= Exercise aim =
Could you write out the lines below exactly, beginning with the first and finishing with the one that contains "height:4px; margin-top:-2px; transform-origin:0;"?

[Saved data entries]
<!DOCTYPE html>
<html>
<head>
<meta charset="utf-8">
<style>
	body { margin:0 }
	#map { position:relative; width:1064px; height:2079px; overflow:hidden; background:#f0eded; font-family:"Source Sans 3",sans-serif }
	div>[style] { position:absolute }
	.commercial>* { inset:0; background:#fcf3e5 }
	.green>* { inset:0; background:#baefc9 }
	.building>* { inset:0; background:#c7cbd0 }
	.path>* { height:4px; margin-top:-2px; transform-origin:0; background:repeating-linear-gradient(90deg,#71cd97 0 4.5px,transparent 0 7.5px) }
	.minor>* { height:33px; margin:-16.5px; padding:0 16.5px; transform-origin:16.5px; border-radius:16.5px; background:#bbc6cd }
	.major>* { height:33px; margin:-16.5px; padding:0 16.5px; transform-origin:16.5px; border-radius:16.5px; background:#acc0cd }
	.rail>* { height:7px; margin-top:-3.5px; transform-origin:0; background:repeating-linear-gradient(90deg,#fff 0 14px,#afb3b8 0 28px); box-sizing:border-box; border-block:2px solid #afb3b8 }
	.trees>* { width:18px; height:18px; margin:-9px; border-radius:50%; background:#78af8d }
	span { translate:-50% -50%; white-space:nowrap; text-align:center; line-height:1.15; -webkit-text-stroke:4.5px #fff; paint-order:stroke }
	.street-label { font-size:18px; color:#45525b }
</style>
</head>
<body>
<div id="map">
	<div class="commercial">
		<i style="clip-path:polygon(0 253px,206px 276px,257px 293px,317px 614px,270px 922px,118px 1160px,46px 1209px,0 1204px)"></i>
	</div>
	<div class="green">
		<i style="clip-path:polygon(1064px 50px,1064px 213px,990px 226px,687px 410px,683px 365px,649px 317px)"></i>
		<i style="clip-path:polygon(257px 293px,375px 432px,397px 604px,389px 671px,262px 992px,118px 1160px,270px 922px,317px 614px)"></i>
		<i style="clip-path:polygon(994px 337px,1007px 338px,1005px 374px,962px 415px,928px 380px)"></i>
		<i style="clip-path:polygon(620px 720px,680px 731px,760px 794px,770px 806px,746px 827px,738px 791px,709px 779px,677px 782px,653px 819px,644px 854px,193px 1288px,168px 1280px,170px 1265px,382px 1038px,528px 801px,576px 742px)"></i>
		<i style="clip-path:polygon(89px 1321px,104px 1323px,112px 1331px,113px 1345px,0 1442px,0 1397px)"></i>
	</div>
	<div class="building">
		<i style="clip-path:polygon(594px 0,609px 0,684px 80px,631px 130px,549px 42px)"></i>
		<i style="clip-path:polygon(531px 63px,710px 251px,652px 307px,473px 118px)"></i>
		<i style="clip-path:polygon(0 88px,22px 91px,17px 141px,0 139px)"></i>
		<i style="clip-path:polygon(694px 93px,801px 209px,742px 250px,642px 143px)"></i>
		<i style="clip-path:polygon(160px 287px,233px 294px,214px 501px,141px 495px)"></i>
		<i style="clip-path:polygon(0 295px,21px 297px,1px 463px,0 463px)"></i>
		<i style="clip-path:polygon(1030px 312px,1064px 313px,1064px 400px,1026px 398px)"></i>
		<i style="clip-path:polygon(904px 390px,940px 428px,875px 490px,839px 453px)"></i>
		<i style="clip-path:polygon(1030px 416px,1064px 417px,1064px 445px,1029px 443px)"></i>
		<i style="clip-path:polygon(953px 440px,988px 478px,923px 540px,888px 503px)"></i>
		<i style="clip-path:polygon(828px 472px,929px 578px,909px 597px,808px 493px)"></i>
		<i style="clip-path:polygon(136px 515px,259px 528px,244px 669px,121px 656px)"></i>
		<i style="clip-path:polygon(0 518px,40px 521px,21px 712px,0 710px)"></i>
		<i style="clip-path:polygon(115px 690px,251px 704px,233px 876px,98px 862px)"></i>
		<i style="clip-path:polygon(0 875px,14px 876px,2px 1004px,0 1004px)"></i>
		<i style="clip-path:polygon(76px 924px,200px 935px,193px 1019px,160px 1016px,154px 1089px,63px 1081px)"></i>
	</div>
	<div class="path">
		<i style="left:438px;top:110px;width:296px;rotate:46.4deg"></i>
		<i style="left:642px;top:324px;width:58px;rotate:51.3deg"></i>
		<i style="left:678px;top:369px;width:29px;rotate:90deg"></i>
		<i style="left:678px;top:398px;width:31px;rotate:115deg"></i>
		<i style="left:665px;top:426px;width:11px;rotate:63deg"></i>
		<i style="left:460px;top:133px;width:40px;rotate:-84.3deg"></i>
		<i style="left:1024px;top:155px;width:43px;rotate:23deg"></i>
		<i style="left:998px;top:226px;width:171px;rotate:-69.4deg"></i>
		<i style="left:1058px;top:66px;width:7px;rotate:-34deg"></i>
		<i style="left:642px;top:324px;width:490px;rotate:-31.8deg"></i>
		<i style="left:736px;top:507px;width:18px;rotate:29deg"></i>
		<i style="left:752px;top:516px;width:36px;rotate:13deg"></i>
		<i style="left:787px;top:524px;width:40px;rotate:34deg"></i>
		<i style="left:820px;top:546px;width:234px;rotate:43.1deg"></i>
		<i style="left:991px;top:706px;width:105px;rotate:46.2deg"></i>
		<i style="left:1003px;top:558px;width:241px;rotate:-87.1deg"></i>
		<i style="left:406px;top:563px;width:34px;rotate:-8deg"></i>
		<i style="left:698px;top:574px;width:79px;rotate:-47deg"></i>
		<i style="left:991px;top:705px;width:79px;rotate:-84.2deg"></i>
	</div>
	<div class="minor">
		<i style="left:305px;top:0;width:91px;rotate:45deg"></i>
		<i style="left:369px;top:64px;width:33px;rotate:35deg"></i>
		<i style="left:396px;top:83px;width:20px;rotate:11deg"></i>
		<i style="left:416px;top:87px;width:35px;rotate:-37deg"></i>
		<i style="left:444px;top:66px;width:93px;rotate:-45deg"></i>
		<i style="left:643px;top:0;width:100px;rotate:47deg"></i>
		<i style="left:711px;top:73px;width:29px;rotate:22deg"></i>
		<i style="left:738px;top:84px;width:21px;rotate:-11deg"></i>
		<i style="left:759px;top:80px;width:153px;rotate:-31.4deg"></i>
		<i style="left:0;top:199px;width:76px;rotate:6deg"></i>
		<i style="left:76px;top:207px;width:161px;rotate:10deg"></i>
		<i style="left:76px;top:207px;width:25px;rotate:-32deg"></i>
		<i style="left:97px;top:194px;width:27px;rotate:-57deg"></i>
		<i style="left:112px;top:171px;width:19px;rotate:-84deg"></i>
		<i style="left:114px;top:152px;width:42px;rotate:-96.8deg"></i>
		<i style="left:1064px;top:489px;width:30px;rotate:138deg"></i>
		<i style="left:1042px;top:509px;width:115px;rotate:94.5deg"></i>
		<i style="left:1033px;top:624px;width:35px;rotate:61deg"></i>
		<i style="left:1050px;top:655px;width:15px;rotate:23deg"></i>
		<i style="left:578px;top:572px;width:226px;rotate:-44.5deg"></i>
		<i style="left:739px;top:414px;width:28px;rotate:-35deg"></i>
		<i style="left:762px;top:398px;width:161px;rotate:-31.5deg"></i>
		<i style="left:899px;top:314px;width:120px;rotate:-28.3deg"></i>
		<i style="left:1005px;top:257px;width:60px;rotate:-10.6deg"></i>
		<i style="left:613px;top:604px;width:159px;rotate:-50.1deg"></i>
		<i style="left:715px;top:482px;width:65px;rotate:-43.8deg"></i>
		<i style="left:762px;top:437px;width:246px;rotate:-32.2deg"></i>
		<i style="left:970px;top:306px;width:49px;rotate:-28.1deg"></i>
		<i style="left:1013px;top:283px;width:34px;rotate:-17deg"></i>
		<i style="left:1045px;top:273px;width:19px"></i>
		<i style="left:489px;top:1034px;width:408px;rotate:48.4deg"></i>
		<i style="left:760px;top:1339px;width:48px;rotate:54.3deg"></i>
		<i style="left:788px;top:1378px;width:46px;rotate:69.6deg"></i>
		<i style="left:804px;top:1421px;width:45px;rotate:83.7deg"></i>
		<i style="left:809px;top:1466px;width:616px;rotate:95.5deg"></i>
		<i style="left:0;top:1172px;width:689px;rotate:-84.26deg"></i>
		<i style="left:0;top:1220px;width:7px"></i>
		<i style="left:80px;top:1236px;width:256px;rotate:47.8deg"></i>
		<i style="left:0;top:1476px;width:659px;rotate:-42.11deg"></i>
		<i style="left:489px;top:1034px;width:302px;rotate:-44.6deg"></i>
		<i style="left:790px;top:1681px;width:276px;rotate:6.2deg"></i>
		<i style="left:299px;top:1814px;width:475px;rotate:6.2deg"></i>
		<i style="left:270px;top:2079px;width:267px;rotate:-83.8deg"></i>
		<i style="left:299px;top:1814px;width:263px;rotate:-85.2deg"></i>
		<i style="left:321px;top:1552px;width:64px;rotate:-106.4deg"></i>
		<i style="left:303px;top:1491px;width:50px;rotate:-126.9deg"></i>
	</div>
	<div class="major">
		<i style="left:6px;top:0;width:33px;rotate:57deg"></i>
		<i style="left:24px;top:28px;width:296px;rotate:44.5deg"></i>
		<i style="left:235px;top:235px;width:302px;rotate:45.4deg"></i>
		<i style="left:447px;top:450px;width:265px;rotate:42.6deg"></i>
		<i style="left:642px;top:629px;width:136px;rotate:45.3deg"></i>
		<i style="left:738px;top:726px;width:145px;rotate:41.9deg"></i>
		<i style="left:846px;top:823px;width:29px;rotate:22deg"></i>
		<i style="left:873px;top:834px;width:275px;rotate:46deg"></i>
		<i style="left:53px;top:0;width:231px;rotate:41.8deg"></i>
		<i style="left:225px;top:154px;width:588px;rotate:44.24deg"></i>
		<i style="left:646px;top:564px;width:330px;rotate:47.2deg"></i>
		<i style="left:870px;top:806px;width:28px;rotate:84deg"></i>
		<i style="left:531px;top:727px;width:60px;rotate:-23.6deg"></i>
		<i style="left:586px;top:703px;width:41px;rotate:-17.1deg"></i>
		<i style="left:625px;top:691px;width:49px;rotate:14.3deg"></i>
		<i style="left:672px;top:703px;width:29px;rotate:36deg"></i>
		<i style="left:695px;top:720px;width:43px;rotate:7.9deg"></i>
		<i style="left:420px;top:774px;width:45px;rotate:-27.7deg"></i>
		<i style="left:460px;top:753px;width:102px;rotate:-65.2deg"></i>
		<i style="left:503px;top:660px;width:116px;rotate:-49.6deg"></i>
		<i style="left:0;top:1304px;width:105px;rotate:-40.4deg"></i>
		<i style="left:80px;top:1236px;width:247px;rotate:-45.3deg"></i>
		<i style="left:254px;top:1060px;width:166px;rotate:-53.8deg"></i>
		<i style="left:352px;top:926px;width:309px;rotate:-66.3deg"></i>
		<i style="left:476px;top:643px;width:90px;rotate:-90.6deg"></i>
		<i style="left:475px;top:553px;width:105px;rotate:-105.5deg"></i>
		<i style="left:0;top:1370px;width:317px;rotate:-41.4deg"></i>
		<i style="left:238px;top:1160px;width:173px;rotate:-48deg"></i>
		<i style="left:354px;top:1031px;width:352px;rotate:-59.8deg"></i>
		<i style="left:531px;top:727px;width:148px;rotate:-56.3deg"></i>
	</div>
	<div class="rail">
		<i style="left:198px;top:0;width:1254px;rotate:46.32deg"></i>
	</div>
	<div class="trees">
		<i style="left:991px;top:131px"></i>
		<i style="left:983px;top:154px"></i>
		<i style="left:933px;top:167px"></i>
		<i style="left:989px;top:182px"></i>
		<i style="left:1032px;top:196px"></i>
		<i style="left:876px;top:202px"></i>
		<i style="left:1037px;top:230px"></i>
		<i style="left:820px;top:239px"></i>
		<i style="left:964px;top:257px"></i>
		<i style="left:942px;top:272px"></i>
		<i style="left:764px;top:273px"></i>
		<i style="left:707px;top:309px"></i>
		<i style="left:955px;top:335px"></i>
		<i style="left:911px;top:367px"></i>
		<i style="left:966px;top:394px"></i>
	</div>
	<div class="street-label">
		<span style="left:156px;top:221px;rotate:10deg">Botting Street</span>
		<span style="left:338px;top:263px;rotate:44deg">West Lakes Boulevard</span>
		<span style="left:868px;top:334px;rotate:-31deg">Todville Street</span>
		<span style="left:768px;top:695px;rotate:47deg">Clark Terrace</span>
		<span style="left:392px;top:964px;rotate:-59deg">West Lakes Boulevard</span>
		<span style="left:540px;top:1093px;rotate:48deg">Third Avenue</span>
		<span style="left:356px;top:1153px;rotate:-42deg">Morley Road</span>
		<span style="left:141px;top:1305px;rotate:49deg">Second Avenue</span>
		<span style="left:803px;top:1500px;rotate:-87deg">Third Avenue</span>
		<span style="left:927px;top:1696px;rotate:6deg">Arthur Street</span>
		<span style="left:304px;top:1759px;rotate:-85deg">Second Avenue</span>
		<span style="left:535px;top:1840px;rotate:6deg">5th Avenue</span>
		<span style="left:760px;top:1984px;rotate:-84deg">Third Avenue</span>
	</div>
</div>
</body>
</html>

= Response area =
<!DOCTYPE html>
<html>
<head>
<meta charset="utf-8">
<style>
	body { margin:0 }
	#map { position:relative; width:1064px; height:2079px; overflow:hidden; background:#f0eded; font-family:"Source Sans 3",sans-serif }
	div>[style] { position:absolute }
	.commercial>* { inset:0; background:#fcf3e5 }
	.green>* { inset:0; background:#baefc9 }
	.building>* { inset:0; background:#c7cbd0 }
	.path>* { height:4px; margin-top:-2px; transform-origin:0; background:repeating-linear-gradient(90deg,#71cd97 0 4.5px,transparent 0 7.5px) }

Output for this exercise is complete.